This is Post #1 from London and Paris.
We land at 11:15 am at Heathrow Airport and, after going through Customs, catch the Heathrow Express train to Paddington Station, a short walk from our hotel. A huge pot of English Breakfast tea is sent up to our room, which helps revive us after the long flight. Even so, we look a bit bedraggled, for it is now 4 am in Los Angeles. Too excited to take a nap, we catch a cab to the National Gallery. We’ll see if looking at beautiful paintings helps overcome jet lag. Following a hearty lunch, we actually feel almost normal and set off to tour the galleries.

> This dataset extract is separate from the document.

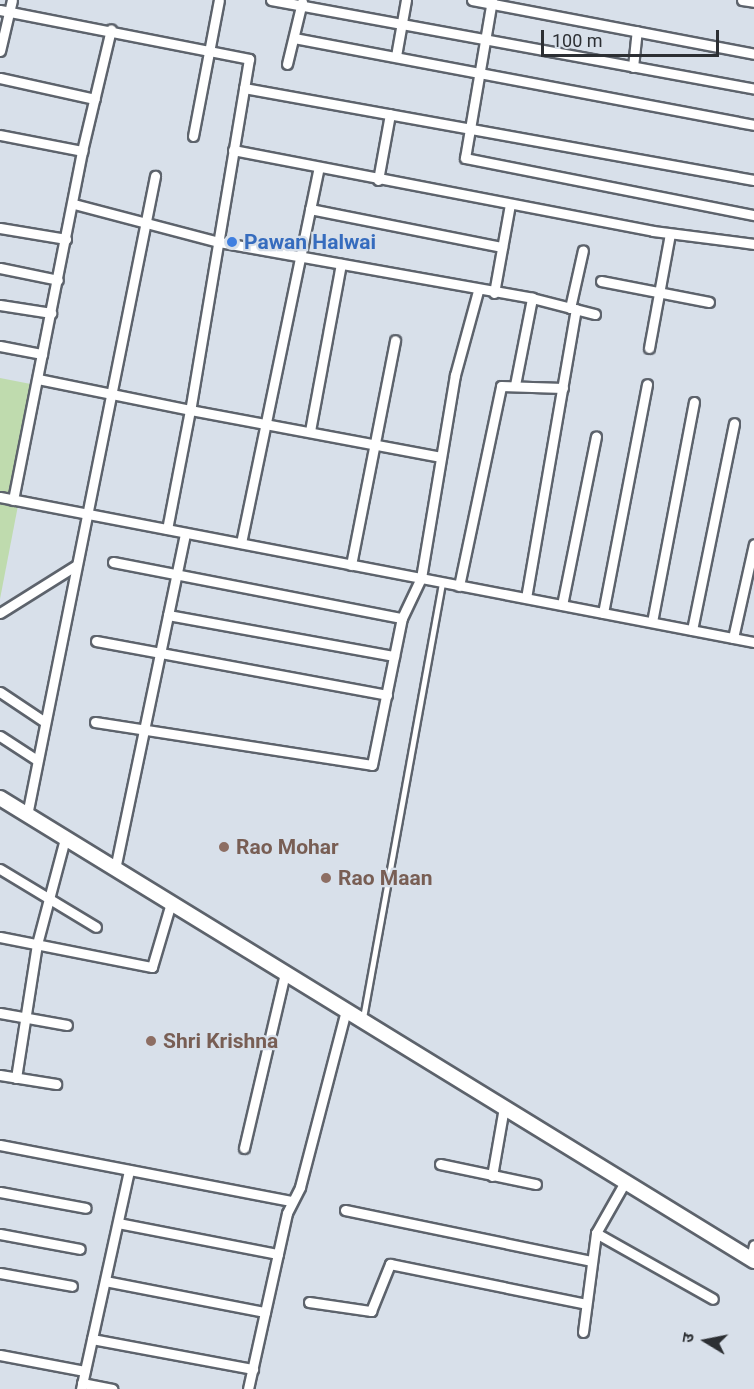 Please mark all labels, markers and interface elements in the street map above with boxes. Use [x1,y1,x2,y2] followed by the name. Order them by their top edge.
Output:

The National Gallery is a treasure trove. One of the paintings I wanted to see was Renoir’s “The Umbrellas.” While in film school (25 years ago!) I had a poster of “The Umbrellas” in my kitchen over the stove. I used to study the woman in the foreground while I stirred the contents in my pots and pans. Now, as I walked into Room 44, I saw the real painting across the room. A wave of unexpected emotion engulfed me as I approached the woman in the black dress. “Wow, what’s this?” I wondered. Then as I approached to look more closely at this woman I remembered so well, I saw myself standing in front of a stove at a different moment in my life, when I was on the brink of change (choosing between “uncertain happiness” and “certain unhappiness” as I write about in Two in the Middle). That’s what this is, I realized. Renoir’s painting had magically transported me back in time, to a pivotal moment in my life story, making me appreciate the distance I had travelled.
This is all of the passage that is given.